NEW YORK, (Reuters) – A Honduran drug clan leader testified in a New York court yesterday that he paid Honduran President Juan Orlando Hernandez $250,000 in bribes to secure government contracts as well as protection from capture and extradition to the United States.
The money, which was paid in 2012 when Hernandez was head of Honduras’ Congress, was delivered in cash to the president’s now-deceased sister, Hilda, a leader of the Los Cachiros drug clan testified in the trial of alleged drug trafficker Geovanny Fuentes Ramirez.
“It was for protection so neither the military nor preventative police would arrest me or my brother in Honduras and so we would not be extradited to the United States,” Devis Leonel Rivera Maradiaga said.
Hernandez, who is listed as a co-conspirator in the indictment of Fuentes Ramirez, has repeatedly denied any involvement in drug trafficking. Fuentes Ramirez pleaded not guilty on Monday.
Rivera made a deal with the Drug Enforcement Administration in 2013 and turned himself in around two years later after the United States sanctioned shell companies Rivera said he owned.
Rivera said the money paid to Hernandez was also to ensure the government would continue to give contracts for road construction so as “to continue laundering money from drug trafficking.”
He also said that he paid former President Mel Zelaya half a million dollars in 2006 to appoint his cousin to the post of security minister, an appointment that never materialized.
Zelaya denied the allegation.
“Irrefutable proof that I never received a bribe was that I never named a minister from organized crime or under pressure from the U.S. embassy,” he said on Twitter.
In additional new revelations, Rivera said he paid current Vice President and then-presidential candidate Ricardo Alvarez $500,000 in exchange for protection from arrest or extradition.
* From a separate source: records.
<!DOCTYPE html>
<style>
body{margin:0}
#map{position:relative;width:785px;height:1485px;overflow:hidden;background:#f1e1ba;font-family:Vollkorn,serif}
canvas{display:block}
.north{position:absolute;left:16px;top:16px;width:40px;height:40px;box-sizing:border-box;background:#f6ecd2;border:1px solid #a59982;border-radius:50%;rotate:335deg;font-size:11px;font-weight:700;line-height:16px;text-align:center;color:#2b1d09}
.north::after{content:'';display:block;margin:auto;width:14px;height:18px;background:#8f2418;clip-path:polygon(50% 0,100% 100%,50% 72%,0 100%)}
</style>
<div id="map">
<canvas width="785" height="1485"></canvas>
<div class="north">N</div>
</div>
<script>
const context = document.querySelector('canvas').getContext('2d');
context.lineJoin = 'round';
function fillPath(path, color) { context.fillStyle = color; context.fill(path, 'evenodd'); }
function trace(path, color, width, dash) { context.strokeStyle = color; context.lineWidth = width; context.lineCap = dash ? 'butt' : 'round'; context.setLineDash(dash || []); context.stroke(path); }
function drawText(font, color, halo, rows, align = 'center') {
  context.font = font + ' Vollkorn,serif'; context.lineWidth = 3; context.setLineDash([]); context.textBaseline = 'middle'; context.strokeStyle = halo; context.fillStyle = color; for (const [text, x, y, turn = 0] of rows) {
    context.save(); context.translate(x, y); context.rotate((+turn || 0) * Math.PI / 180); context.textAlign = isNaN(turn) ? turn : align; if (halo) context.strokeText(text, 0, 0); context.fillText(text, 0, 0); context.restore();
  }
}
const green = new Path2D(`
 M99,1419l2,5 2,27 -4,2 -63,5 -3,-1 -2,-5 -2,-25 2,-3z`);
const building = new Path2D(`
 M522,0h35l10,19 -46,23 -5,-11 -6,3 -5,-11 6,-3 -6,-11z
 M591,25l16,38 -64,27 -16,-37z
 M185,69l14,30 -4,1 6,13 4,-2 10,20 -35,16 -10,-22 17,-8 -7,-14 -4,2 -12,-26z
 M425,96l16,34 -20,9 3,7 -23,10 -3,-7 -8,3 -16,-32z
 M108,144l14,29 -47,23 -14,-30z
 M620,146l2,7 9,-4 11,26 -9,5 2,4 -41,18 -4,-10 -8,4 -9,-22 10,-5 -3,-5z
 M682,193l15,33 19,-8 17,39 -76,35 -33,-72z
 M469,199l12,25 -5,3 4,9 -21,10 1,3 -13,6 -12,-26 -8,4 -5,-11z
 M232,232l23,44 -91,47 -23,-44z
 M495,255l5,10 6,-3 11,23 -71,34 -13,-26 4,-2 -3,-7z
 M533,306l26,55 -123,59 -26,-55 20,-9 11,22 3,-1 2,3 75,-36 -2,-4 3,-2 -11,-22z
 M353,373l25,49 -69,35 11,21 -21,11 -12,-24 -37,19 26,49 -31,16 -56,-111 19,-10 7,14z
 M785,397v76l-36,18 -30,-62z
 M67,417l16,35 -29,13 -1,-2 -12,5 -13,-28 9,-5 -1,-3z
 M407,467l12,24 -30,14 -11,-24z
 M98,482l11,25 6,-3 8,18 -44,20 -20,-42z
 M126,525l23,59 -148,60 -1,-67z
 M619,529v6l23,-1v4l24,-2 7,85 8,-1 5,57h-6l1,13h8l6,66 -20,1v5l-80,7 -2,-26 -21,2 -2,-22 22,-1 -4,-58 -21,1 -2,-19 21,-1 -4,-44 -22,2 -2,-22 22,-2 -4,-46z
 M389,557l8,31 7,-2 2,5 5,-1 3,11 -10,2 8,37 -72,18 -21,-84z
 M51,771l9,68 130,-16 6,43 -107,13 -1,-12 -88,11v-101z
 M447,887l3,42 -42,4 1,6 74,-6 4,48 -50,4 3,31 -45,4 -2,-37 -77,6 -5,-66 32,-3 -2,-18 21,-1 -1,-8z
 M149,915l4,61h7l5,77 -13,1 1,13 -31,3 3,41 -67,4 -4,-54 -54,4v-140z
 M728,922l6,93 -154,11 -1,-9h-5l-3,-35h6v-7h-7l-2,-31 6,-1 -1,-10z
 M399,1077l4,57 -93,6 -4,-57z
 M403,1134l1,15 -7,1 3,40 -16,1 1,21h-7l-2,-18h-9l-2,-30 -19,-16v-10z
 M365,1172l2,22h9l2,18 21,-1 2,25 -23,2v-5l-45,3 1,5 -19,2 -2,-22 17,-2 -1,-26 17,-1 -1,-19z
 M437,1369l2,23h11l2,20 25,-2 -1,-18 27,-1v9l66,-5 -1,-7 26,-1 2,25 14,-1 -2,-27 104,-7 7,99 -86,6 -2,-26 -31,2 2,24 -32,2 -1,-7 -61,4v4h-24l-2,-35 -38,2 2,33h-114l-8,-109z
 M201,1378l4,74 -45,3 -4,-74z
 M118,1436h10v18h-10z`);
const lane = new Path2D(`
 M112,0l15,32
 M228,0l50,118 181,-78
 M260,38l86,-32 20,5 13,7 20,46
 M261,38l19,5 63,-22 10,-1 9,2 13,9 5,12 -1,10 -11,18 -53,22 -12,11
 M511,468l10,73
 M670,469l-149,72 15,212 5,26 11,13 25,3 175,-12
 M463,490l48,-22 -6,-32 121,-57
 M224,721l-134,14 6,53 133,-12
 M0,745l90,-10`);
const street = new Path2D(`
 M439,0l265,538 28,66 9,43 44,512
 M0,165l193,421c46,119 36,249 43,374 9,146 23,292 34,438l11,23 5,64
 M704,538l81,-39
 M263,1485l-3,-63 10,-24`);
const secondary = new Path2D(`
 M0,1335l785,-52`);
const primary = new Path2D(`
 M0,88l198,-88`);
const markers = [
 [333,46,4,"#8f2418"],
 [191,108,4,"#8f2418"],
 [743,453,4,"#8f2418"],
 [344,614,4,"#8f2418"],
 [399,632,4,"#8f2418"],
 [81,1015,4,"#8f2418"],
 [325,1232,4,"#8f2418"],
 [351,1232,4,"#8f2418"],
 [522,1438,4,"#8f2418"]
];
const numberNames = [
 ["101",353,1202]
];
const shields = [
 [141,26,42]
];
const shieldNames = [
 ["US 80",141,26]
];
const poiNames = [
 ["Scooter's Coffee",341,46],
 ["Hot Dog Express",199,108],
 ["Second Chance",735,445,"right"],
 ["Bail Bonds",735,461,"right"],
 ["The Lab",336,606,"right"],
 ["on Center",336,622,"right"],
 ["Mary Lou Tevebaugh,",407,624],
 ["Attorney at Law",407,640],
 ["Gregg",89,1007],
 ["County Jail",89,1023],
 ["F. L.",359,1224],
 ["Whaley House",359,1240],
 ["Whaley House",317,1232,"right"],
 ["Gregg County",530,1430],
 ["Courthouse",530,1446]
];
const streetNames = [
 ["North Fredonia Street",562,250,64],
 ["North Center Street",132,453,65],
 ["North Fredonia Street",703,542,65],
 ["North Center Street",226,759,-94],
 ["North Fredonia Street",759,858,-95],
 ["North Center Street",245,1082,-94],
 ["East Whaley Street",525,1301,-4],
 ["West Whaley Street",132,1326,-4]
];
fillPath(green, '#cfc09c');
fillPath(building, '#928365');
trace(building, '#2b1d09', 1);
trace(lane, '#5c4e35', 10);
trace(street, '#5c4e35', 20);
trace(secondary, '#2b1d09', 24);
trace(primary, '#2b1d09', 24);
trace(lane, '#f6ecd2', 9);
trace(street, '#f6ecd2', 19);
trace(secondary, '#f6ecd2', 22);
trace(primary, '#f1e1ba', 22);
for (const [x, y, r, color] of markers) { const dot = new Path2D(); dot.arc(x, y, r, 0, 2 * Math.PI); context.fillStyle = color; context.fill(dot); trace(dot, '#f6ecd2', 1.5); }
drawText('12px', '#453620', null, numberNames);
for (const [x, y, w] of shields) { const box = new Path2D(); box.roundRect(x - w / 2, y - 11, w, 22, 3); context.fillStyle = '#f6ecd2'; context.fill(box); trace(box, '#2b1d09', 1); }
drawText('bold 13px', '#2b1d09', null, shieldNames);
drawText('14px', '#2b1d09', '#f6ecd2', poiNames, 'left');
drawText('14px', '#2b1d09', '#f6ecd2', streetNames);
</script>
Alvarez had allegedly promised to eliminate the extradition law between the United States and Honduras should he be elected.
“I felt concerned because the DEA and court in New York mentioned myself and my brother and did not mention corrupt drug trafficking politicians we had bribed,” he said. “They did not mention the police and military that worked with us.”
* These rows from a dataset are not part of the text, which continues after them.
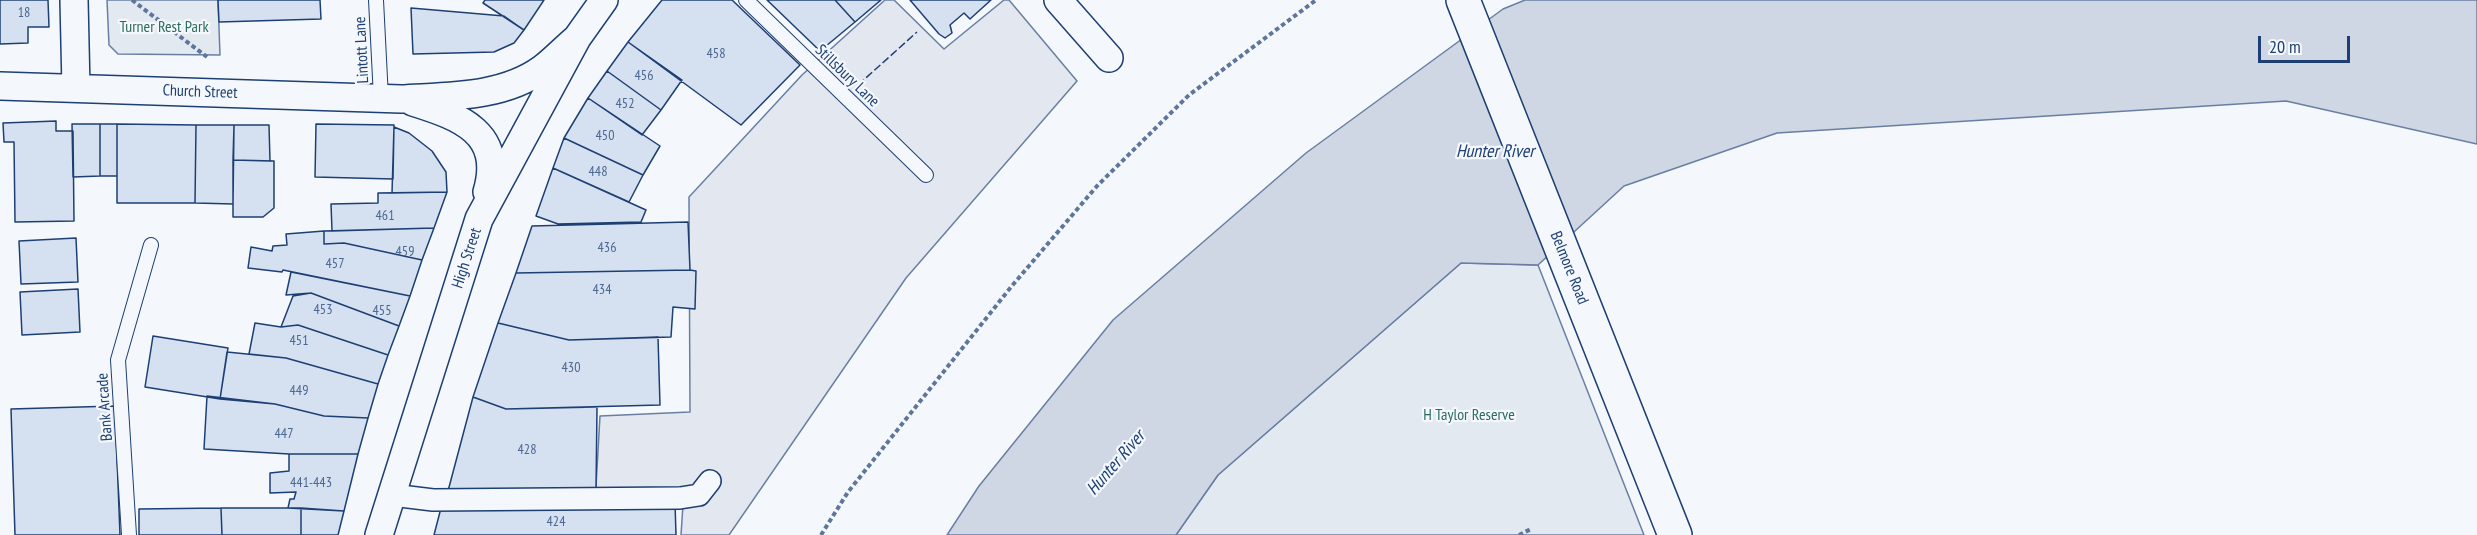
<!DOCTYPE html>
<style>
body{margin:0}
#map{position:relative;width:2477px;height:535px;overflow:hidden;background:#f4f7fb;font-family:"PT Sans Narrow",sans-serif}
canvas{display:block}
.scale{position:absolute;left:2258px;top:36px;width:92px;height:27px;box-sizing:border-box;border:3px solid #1d3f73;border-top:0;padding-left:8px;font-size:18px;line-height:21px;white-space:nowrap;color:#1d3f73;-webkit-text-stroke:4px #f4f7fb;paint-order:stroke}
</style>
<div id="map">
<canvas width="2477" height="535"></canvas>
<div class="scale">20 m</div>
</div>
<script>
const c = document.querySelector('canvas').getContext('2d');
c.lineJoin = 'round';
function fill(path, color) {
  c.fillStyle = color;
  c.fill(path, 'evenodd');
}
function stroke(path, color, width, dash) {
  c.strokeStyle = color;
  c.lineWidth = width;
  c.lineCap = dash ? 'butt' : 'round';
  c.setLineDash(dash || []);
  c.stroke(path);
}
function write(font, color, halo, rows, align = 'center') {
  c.font = font + ' "PT Sans Narrow",sans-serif';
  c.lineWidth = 4.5;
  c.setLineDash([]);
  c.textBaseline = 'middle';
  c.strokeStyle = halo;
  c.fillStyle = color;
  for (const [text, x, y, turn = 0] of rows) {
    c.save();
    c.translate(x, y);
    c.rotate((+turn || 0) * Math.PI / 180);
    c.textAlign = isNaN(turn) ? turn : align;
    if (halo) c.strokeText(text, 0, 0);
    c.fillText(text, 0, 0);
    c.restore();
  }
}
const green = new Path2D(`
 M107,0H218L220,55L118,54L109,45Z
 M1461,263L1538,265L1644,535H1176L1218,475Z`);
fill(green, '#e3e9f0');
stroke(green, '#687fa3', 1.5);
const parking = new Path2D(`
 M885,0H894L944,49L1004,0H1009L1077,81L906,278L729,535H681L683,505L595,504L600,416L690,412L689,197L802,75Z`);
fill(parking, '#e3e8f0');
stroke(parking, '#687fa3', 1.5);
const water = new Path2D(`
 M1525,0H2477V144L2286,101L1777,133L1624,186L1538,265L1461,263L1218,475L1176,535H947L979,486L1113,320L1306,153L1503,9Z`);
fill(water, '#cfd7e4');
stroke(water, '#687fa3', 1.5);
const building = new Path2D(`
 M0,0H48L49,27H28V43L0,44Z
 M218,0H320L321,19L219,22Z
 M485,0H544L524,30L483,3Z
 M662,0H732L800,65L741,125L628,42Z
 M767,0H835L855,22L820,51Z
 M835,0H881L855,22Z
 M910,0H991L970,19L964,13L950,25L952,33L945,38L939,34Z
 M411,8L504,16L524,30L514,43L494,52L413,54Z
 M628,42L682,80L661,110L607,71Z
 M607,71L661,110L642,135L588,98Z
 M588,98L660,146L643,175L564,138Z
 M56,121V131H73L74,221L15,222L14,142H4L3,123Z
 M72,124H100V176L73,177Z
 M100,124H117V176H100Z
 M117,124L196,125L195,203H117Z
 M316,124L394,125L393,179L315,177Z
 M196,125H234L233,204L195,203Z
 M234,125H269L270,161L233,160Z
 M394,127L409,133L432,151L446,172L447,192L392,193Z
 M564,138L643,175L629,202L553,168Z
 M233,160L274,161V208L263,217H233Z
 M553,168L646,210L641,222L558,224L536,216Z
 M447,192L434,228L332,231L331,204L378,203V193Z
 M688,222L690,270L516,273L532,226Z
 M434,228L422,260L344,243L324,244V231Z
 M324,231V244L344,243L422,260L410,296L283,270L282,272L248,268L251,247L272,251L273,246L287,245L286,234Z
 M76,238L78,282L21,284L19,241Z
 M690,270L696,271L695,309L673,307L671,337L569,340L498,323L516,273Z
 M291,272L410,296L399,326L311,293L286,295Z
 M78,289L80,332L22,335L20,292Z
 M311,293L399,326L388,355L298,325L281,327L293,296Z
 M255,323L281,327L298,325L388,355L378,384L286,358L249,354Z
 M498,323L569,340L658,337L660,405L506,409L473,397Z
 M153,336L228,348L220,399L145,387Z
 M227,352L286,358L378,384L368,418L324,416L275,404L220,399Z
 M207,396L275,404L324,416L368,418L358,454H289L204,449Z
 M473,397L506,409L597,407L596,491H448Z
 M115,406L120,535H15L11,409Z
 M289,454H358L344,511L288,508L290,499H294L296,492L270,493V473L289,471Z
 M675,503L676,535H434L441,508Z
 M221,508H301V535H222Z
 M221,508L222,535H139V509Z
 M301,508L344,511L338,535H301Z`);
fill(building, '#d5e0f0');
stroke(building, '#1d3f73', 1.5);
const service = new Path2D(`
 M376,0L381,98
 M746,0L926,175
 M129,535L118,360L151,245`);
const pedestrian = new Path2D(`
 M392,495L433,500L680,498L699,495L710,481`);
const minor = new Path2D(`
 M74,0L76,88
 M1058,0L1109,58
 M0,86L401,99C447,96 502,98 542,69C554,60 565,48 577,38
 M413,102C461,117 504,133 487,192
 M379,535L479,219L577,38L604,0`);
const secondary = new Path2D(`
 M1463,0L1675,535`);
stroke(service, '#1d3f73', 16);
stroke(pedestrian, '#1d3f73', 24);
stroke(minor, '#1d3f73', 30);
stroke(secondary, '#1d3f73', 36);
stroke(new Path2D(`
 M132,0L207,57
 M821,535L848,492L1011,287L1097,186L1189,95L1316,0
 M1519,535L1531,529`), '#5e769c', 4, [4.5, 3]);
stroke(service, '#f4f7fb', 14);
stroke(pedestrian, '#f4f7fb', 21);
stroke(minor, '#f4f7fb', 27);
stroke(secondary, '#f4f7fb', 33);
stroke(new Path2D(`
 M858,85L917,32`), '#1d3f73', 1.5, [8, 3]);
write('14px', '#4b6792', null, [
 ["18",24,13],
 ["458",716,54],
 ["456",644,76],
 ["452",625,104],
 ["450",605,136],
 ["448",598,172],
 ["461",385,216],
 ["436",607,248],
 ["459",405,252],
 ["457",335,264],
 ["434",602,290],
 ["453",323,310],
 ["455",382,311],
 ["451",299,341],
 ["430",571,368],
 ["449",299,391],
 ["447",284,434],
 ["428",527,450],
 ["441-443",311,483],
 ["424",556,522]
]);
write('16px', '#2c6c60', '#f4f7fb', [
 ["Turner Rest Park",164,27],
 ["H Taylor Reserve",1469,415]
]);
write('16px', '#1d3f73', '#f4f7fb', [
 ["Lintott Lane",362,50,-93],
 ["Stillsbury Lane",847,76,44],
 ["Church Street",200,92,2],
 ["High Street",467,258,-72],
 ["Belmore Road",1569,268,68],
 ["Bank Arcade",105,407,-94]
]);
write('italic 18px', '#1d3f73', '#f4f7fb', [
 ["Hunter River",1495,152],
 ["Hunter River",1116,463,-49]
]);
</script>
In a statement posted on Twitter, Alvarez strongly denied receiving any money from Rivera or any other person accused of drug trafficking or other forms of organized crime.
“I have nothing to hide,” he said. “Given that I can prove the legality of my income, I am at the disposition of the authorities in my country.”
Hernandez was a key ally to the United States under both the Obama and Trump administrations, in both immigration and anti-narcotics operations in the region.
The allegations could complicate the efforts of the new U.S. administration of President Joe Biden to address the causes of migration from Central America by investing $4 billion in the region, including Honduras.
In a series of tweets on Monday, Hernandez said that drug traffickers were giving false testimony against him to U.S. authorities as revenge against his government and to reduce their own sentences. He said Honduras’ anti-narcotics cooperation would be harmed if U.S. authorities believed them.
Prosecutors said Fuentes Ramirez began trafficking small amounts of drugs in 2009, but that it was not until 2013, when he partnered with Hernandez, then a presidential candidate, that his business started to “flourish.”
Prosecutors alleged that Fuentes Ramirez reported “directly to Tony Hernandez,” the president’s brother, who was convicted in federal court in Manhattan of drug trafficking and related weapons charges in October 2019.
In that trial, U.S. prosecutors said President Hernandez had accepted millions in bribes from drug traffickers.